Al-Shaheen is likely to be Qatar’s last major oilfield concession tender and it is clear that several oil majors are going to be queuing up to win the contract.

The offshore field is large (300,000 barrels a day) and while there are several technical challenges any asset that size is always going to attract interest, whatever the oil price.

What is clear from Qatar Petroleum’s (QP’s) perspective is that it is going to be driving a hard bargain for the concession and any oil major that wins it will have to agree to terms that will be as challenging as the field itself.

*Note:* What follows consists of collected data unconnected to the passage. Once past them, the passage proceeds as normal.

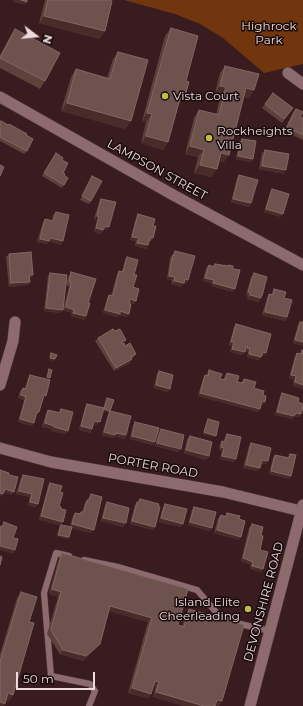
<!DOCTYPE html>
<style>
body{margin:0}
#map{position:relative;width:303px;height:706px;overflow:hidden;background:#381c20;font-family:Montserrat,sans-serif}
canvas{display:block}
.north{position:absolute;left:16px;top:16px;width:40px;height:40px;-webkit-text-stroke:3px #170a0c;paint-order:stroke;rotate:106deg;font-size:11px;font-weight:700;line-height:16px;text-align:center;color:#eedadc}
.north::after{content:'';display:block;margin:auto;width:14px;height:18px;background:#eedadc;clip-path:polygon(50% 0,100% 100%,50% 72%,0 100%)}
.scale{position:absolute;left:16px;top:672px;width:79px;height:18px;box-sizing:border-box;border:2px solid #eedadc;border-top:0;padding-left:5px;font-size:12px;line-height:14px;white-space:nowrap;color:#eedadc;-webkit-text-stroke:3px #170a0c;paint-order:stroke}
</style>
<div id="map">
<canvas width="303" height="706"></canvas>
<div class="north">N</div>
<div class="scale">50 m</div>
</div>
<script>
const ctx = document.querySelector('canvas').getContext('2d');
ctx.lineJoin = 'round';
function paint(path, color) { ctx.fillStyle = color; ctx.fill(path, 'evenodd'); }
const shape = rows => new Path2D(rows.map(r => 'M' + r).join(''));
function trace(path, color, width, dash) { ctx.strokeStyle = color; ctx.lineWidth = width; ctx.lineCap = dash ? 'butt' : 'round'; ctx.setLineDash(dash || []); ctx.stroke(path); }
function drawText(font, color, halo, rows, align = 'center') {
  ctx.font = font + ' Montserrat,sans-serif'; ctx.lineWidth = 3; ctx.setLineDash([]); ctx.textBaseline = 'middle'; ctx.strokeStyle = halo; ctx.fillStyle = color; for (const [text, x, y, turn = 0] of rows) {
    ctx.save(); ctx.translate(x, y); ctx.rotate((+turn || 0) * Math.PI / 180); ctx.textAlign = isNaN(turn) ? turn : align; if (halo) ctx.strokeText(text, 0, 0); ctx.fillText(text, 0, 0); ctx.restore();
  }
}
const green = shape([
 [124,0,303,0,303,64,264,73,223,38,200,24,175,14]
]);
const service = shape([
 [69,556,56,553,44,593,51,676,90,684,95,691,89,706],
 [84,560,118,567,197,590,222,619,227,620],
 [236,623,270,631]
]);
const minor = shape([
 [288,73,303,84],
 [0,385,13,341,15,322],
 [0,448,51,462,223,492,301,511],
 [250,706,303,505]
]);
const secondary = shape([
 [0,97,175,196,303,265]
]);
const wall = shape([
 [45,0,110,0,105,31,99,39,39,23],
 [171,28,186,81,185,96,179,104,168,142,163,150,141,143,146,122,142,121,165,36],
 [15,29,45,81,40,89,0,68,0,55,10,37],
 [118,52,126,129,61,111,71,77,76,69,107,78,113,59],
 [225,66,249,98,244,97,224,162,219,161,217,169,211,177,194,173,198,157,185,154,194,118,199,110,216,114,221,95,215,93,220,73],
 [273,93,293,108,282,123,262,108],
 [296,109,300,117,303,118,303,140,284,131,293,112],
 [0,123,26,135,27,151,24,154,0,141],
 [242,139,253,159,250,162,236,159,239,142],
 [265,150,284,174,259,169,262,153],
 [56,153,62,160,63,173,64,175,64,185,62,188,42,176],
 [239,175,251,203,249,207,231,202,237,178],
 [92,176,91,201,89,204,80,200],
 [272,189,281,217,264,212,270,192],
 [101,199,107,230,104,229,101,234,94,232,97,220,94,219,99,202],
 [56,212,63,241,60,245,49,241,47,244,37,242,43,222,45,219,52,221,53,215],
 [138,214,153,226,153,238,151,241,150,241,146,249,135,246,136,241,130,240,136,218],
 [175,251,188,280,186,284,184,283,181,287,171,284,172,280,167,279,170,258],
 [9,254,31,278,29,278,30,282,28,285,9,287,6,257],
 [127,257,134,275,133,287,136,301,134,304,129,303,129,314,126,317,119,315,117,317,103,313,107,298,109,295,111,296,117,274,119,271,122,271,125,260],
 [215,264,228,266,228,265,233,269,233,292,211,286,212,283,203,281,206,268,209,265,213,266],
 [71,272,88,303,86,316,84,320,71,316,72,313,63,310,69,287,66,284,69,276],
 [50,273,60,313,44,311,48,276],
 [254,273,262,296,258,302,247,299,248,296,246,295,251,277],
 [274,289,284,298,287,317,285,321,262,315,267,298,269,294,271,295],
 [300,322,303,322,303,346,293,343,298,325],
 [236,324,264,356,262,356,259,360,247,357,248,352,245,351,245,350,242,355,230,352,232,346,229,345,234,327],
 [98,338,123,343,121,344,136,354,132,358,130,363,114,371,95,341],
 [302,350,303,389,293,386,294,380,289,378,295,356,297,353,300,354],
 [209,370,220,379,223,380,225,376,227,373,237,382,241,383,244,379,254,388,263,395,265,402,262,405,261,405,258,412,198,396,203,379,205,375,206,376],
 [159,371,170,389,167,392,154,388,157,374],
 [30,375,44,399,43,399,39,412,36,415,32,426,18,422,24,400,18,398,20,391,23,388,25,388,28,378],
 [282,393,298,402,301,414,299,417,294,416,292,419,275,415,280,397],
 [107,398,111,411,126,435,124,439,115,436,113,438,102,435,108,414,109,413,103,411,97,425,94,424,92,429,90,433,79,430,85,407,87,404,103,408,106,400],
 [61,409,68,431,65,434,51,431,52,429,42,427,46,413,48,410,58,412],
 [208,419,214,437,203,434,207,421],
 [135,422,155,442,153,445,130,439,133,425],
 [161,429,178,452,155,446,159,432],
 [227,434,234,462,220,459,222,451,219,450,220,444,222,441,224,441,225,437],
 [190,436,209,456,206,460,184,453,187,439],
 [251,443,266,464,261,463,260,468,257,471,243,468,249,446],
 [290,454,291,476,289,479,269,474,273,458,275,455,287,458],
 [23,475,38,504,35,507,28,505,30,497,16,494,21,478],
 [50,483,60,492,59,506,61,509,61,525,70,527,73,516,75,513,80,514,81,512,82,512,85,503,87,500,88,500,89,497,91,494,91,533,71,528,68,539,57,536,60,525,39,520,48,486],
 [140,499,158,507,155,527,153,530,130,524,135,505],
 [107,502,126,523,123,527,101,521,105,505],
 [165,504,183,524,181,527,159,522,163,507],
 [194,507,212,528,210,531,188,525,192,510],
 [227,513,239,519,239,540,214,533,218,518,221,515,225,516],
 [252,524,261,535,260,550,263,569,261,572,250,569,251,565,241,561,249,528],
 [62,553,178,625,182,626,186,614,189,609,222,701,219,706,215,705,215,706,184,706,153,697,156,686,153,686,151,694,148,698,128,693,148,622,109,611,96,648,83,661,60,654,47,634,58,597,49,594,59,558],
 [21,592,29,622,13,695,9,701,6,700,0,706,0,654,17,598]
]);
const shadedWall = shape([
 [14,0,21,0,27,2,25,5,13,2],
 [44,16,105,31,99,39,39,23],
 [220,86,226,87,221,95,215,93],
 [246,88,254,90,249,98,241,96],
 [181,95,185,96,179,104,176,103],
 [67,103,131,121,126,129,61,111],
 [147,113,152,114,146,122,142,121],
 [146,136,168,142,163,150,141,143],
 [190,146,204,150,198,157,185,154],
 [221,153,229,155,224,162,216,160],
 [238,156,253,159,250,162,236,159],
 [200,165,217,169,211,177,194,173],
 [262,166,286,170,284,174,259,169],
 [233,199,251,203,249,207,231,202],
 [266,209,283,214,281,217,264,212],
 [97,216,99,217,97,220,94,219],
 [105,226,109,227,107,230,102,229],
 [96,228,103,230,101,234,94,232],
 [132,237,139,238,136,241,130,240],
 [50,238,63,241,60,245,49,241,47,244,37,242,40,239],
 [137,243,148,245,146,249,135,246],
 [29,275,33,275,31,278,27,278],
 [169,276,175,277,172,280,167,279],
 [205,278,214,280,212,283,203,281],
 [185,279,188,280,186,284,182,283],
 [174,281,184,283,181,287,171,284],
 [30,282,28,285,9,287,11,283],
 [213,283,235,289,233,292,211,286],
 [248,292,250,293,248,296,246,295],
 [250,295,261,296,262,296,258,302,247,299],
 [130,299,136,301,134,304,128,303],
 [66,307,74,310,72,313,63,310],
 [46,308,63,310,60,313,44,311],
 [105,310,120,311,129,314,126,317,119,315,117,317,103,313],
 [265,312,287,317,285,321,262,315],
 [73,313,86,316,84,320,71,316],
 [295,340,303,342,303,346,293,343],
 [231,342,234,342,232,346,229,345],
 [247,348,250,349,248,352,245,351],
 [232,349,245,352,242,355,230,352],
 [263,352,266,353,264,356,260,355],
 [249,354,261,357,259,360,247,357],
 [50,358,55,359,54,361,49,360],
 [132,359,130,363,114,371,116,368],
 [291,375,296,376,294,380,289,378],
 [47,377,50,378,49,379,45,378],
 [295,382,303,385,303,389,293,386],
 [156,385,170,389,167,392,154,388],
 [200,393,260,409,258,412,198,396],
 [21,395,26,397,24,400,18,398],
 [262,401,265,402,262,405,260,405],
 [104,409,110,411,109,413,103,411],
 [277,412,294,416,292,419,275,415],
 [296,413,301,414,299,417,293,416],
 [20,419,34,423,32,426,18,422],
 [94,421,100,422,97,425,92,424],
 [45,423,54,426,52,429,42,427],
 [81,426,92,429,90,433,79,430],
 [54,427,68,431,65,434,51,431],
 [104,432,116,433,126,435,124,439,115,436,113,438,102,435],
 [204,432,216,436,214,437,203,434],
 [132,436,155,442,153,445,130,439],
 [157,443,181,449,178,452,155,446],
 [221,447,224,448,222,451,219,450],
 [186,450,209,456,206,460,184,453],
 [222,456,236,459,234,462,220,459],
 [262,460,268,461,266,464,259,463],
 [246,465,260,468,257,471,243,468],
 [271,471,291,476,289,479,269,474],
 [5,489,14,492,12,495,3,492],
 [19,491,32,494,30,497,16,494],
 [0,493,3,494,1,497,0,497],
 [30,502,38,504,35,507,28,505],
 [41,516,63,522,61,526,39,520],
 [103,518,126,523,123,527,101,521],
 [161,518,183,524,181,527,159,522],
 [132,521,155,527,153,530,130,524],
 [190,522,212,528,210,531,188,525],
 [72,524,94,530,91,533,70,528],
 [217,530,241,537,239,540,214,533],
 [58,535,69,537,68,539,57,536],
 [0,546,15,550,13,554,0,550],
 [243,558,253,562,251,565,241,561],
 [252,566,263,569,261,572,250,569],
 [52,589,61,592,58,597,49,594],
 [110,606,152,618,148,622,107,611],
 [100,644,83,661,60,654,63,650],
 [155,681,159,682,156,686,152,685],
 [132,688,151,694,148,698,128,693],
 [156,692,204,706,184,706,153,697],
 [8,693,13,695,9,701,4,699],
 [217,700,222,701,219,706,214,704],
 [0,702,5,704,3,706,0,706]
]);
const building = shape([
 [21,0,27,0,27,2,21,0],
 [48,0,110,0,112,1,105,31,44,16,48,0],
 [171,28,198,36,186,81,189,82,185,96,181,95,168,142,146,136,152,114,147,113,171,28],
 [15,29,60,53,45,81,0,58,15,29],
 [118,52,148,60,131,121,67,103,76,69,110,79,118,52],
 [225,66,259,74,254,90,246,88,229,155,221,153,217,169,200,165,204,150,190,146,199,110,219,115,226,87,220,86,225,66],
 [273,93,293,108,284,119,265,104,273,93],
 [296,109,303,112,300,117,303,118,303,135,287,127,296,109],
 [1,121,8,125,9,124,27,134,26,135,33,139,27,151,0,137,0,123,1,121],
 [242,139,256,141,253,159,238,156,242,139],
 [265,150,289,154,286,170,262,166,265,150],
 [56,153,63,158,62,160,68,163,63,173,65,174,64,175,68,178,64,185,44,173,56,153],
 [0,165,4,167,0,176,0,165],
 [239,175,258,180,251,203,233,199,239,175],
 [92,176,102,181,91,201,82,196,92,176],
 [272,189,289,194,283,214,266,209,272,189],
 [101,199,116,202,109,227,105,226,103,230,96,228,99,217,97,216,101,199],
 [56,212,69,215,63,241,50,238,49,241,40,239,45,219,53,221,56,212],
 [138,214,155,219,153,226,156,226,153,238,150,237,148,245,137,243,139,238,132,237,138,214],
 [175,251,195,256,188,280,185,279,184,283,174,281,175,277,169,276,173,255,174,256,175,251],
 [31,252,33,275,29,275,30,282,11,283,9,254,31,252],
 [127,257,138,260,134,275,137,275,133,287,139,289,136,301,130,299,129,304,131,304,129,314,120,311,120,314,105,310,109,295,113,296,119,271,123,272,127,257],
 [215,264,228,266,228,265,233,266,233,269,240,270,235,289,213,283,214,280,205,278,209,265,214,267,215,264],
 [71,272,96,279,88,303,90,303,86,316,73,313,74,310,66,307,71,283,69,281,71,272],
 [50,273,67,275,63,310,46,308,50,273],
 [254,273,267,277,262,296,261,296,261,298,250,295,250,293,248,292,254,273],
 [274,289,286,292,284,298,292,300,287,317,265,312,269,294,273,295,274,289],
 [300,322,303,322,303,342,295,340,300,322],
 [236,324,271,334,266,353,263,352,261,357,249,354,250,349,247,348,248,347,246,346,245,352,232,349,234,342,231,342,236,324],
 [113,329,115,331,120,329,126,340,121,343,122,344,124,343,125,346,130,343,136,354,131,357,132,359,116,368,98,338,113,329],
 [302,350,303,351,303,385,295,382,296,376,291,375,297,353,301,354,302,350],
 [51,353,57,355,55,359,50,358,51,353],
 [49,369,52,370,50,378,47,377,49,369],
 [209,370,222,374,220,379,225,380,227,373,239,376,237,382,243,383,244,379,256,382,254,388,264,391,263,395,266,396,265,402,262,401,260,409,200,393,205,375,208,376,209,370],
 [159,371,173,375,170,389,156,385,159,371],
 [30,375,50,380,46,396,44,395,39,412,37,412,34,423,20,419,26,397,21,395,23,388,26,389,30,375],
 [282,393,299,398,298,402,303,404,303,407,301,414,296,413,294,416,277,412,282,393],
 [107,398,114,400,110,411,104,409,107,398],
 [87,404,104,408,100,422,94,421,92,429,81,426,87,404],
 [61,409,73,412,68,431,54,427,54,426,45,423,48,410,60,413,61,409],
 [110,411,131,416,126,435,116,433,115,435,104,432,110,411],
 [208,419,219,422,216,436,204,432,208,419],
 [135,422,159,428,155,442,132,436,135,422],
 [161,429,184,435,181,449,157,443,161,429],
 [227,434,241,437,236,459,222,456,224,448,221,447,222,441,225,442,227,434],
 [190,436,212,442,209,456,186,450,190,436],
 [251,443,271,448,268,461,262,460,260,468,246,465,251,443],
 [290,454,296,455,291,476,271,471,275,455,289,458,290,454],
 [0,470,9,473,9,475,18,477,14,492,5,489,3,494,0,493,0,470],
 [23,475,44,479,38,504,30,502,32,494,19,491,23,475],
 [50,483,62,486,60,492,63,493,59,506,61,507,61,509,66,510,63,522,41,516,50,483],
 [91,494,102,497,94,530,72,524,75,513,81,514,81,512,84,512,87,500,89,500,91,494],
 [140,499,159,504,158,507,160,507,155,527,132,521,137,502,139,502,140,499],
 [107,502,129,508,126,523,103,518,107,502],
 [165,504,187,509,183,524,161,518,165,504],
 [194,507,216,512,212,528,190,522,194,507],
 [227,513,240,516,239,519,245,521,241,537,217,530,221,515,226,517,227,513],
 [4,522,17,527,13,538,18,539,15,550,0,546,0,526,2,527,4,522],
 [252,524,263,527,261,535,263,536,260,550,268,552,263,569,252,566,253,562,243,558,252,524],
 [61,525,72,527,69,537,58,535,61,525],
 [62,553,188,589,178,625,184,627,189,609,244,625,222,701,217,700,215,706,204,706,156,692,159,682,155,681,151,694,132,688,152,618,110,606,100,644,86,656,63,650,51,630,61,592,52,589,62,553],
 [0,556,2,557,0,565,0,556],
 [21,592,37,597,29,622,34,623,13,695,8,693,5,704,0,702,0,662,21,592]
]);
const markers = [
 [165,96,4,"#bcbf44"],
 [209,138,4,"#bcbf44"],
 [248,609,4,"#bcbf44"]
];
const parkNames = [
 ["Highrock",269,26],
 ["Park",269,40]
];
const poiNames = [
 ["Vista Court",173,96],
 ["Rockheights",217,131],
 ["Villa",217,145],
 ["Island Elite",240,602,"right"],
 ["Cheerleading",240,616,"right"]
];
const streetNames = [
 ["LAMPSON STREET",157,170,29],
 ["PORTER ROAD",153,466,10],
 ["DEVONSHIRE ROAD",264,602,-75]
];
paint(green, '#71360d');
trace(service, '#50383c', 7);
trace(minor, '#50383c', 12);
trace(secondary, '#50383c', 12);
trace(service, '#8c6a6e', 6);
trace(minor, '#8c6a6e', 11);
trace(secondary, '#8c6a6e', 11);
paint(wall, '#5f413c');
paint(shadedWall, '#492c2a');
paint(building, '#6e524d');
trace(building, '#826764', 1);
for (const [x, y, r, color] of markers) { const dot = new Path2D(); dot.arc(x, y, r, 0, 2 * Math.PI); ctx.fillStyle = color; ctx.fill(dot); trace(dot, '#170a0c', 1.5); }
drawText('12px', '#f1dacd', '#170a0c', parkNames);
drawText('12px', '#eedadc', '#170a0c', poiNames, 'left');
drawText('12px', '#eedadc', '#170a0c', streetNames);
</script>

Denmark’s Maersk Oil has done a fine job of dragging the field up by its bootstraps, turning it from an uneconomical asset to arguably one of the most impressively developed fields in the world.

However, the oil industry is not known for its sentimentality and QP is no different to any other national oil company. It understands that Maersk has done a good job, but it wants to strike the best deal possible and this means an open tender.

QP’s CEO, Saad al-Kaabi, is a formidable character and has the technical knowledge to match his shrewd political manoeuvering. He wants a transparent process to decide the next concession holder and also wants to ensure the best deal possible for Qatar.

Qatar’s oil sector has been very quiet for the past six years and with no real promise of further development of the North Field, the world’s largest gas field, Al-Shaheen will probably be the country’s largest hydrocarbons deal struck this decade.

QP knows that many of its low-yield oil assets could be rendered obsolete in the next five years by the relentless march of the US’ shale oil sector. It therefore needs to ensure that its larger assets are secured.

Whoever wins the concession will have to maintain Maersk’s sterling work over the past 20 years and large investment will be required to keep the oil flowing, but the 300,000 barrels of oil on offer means that this will not deter any of the majors.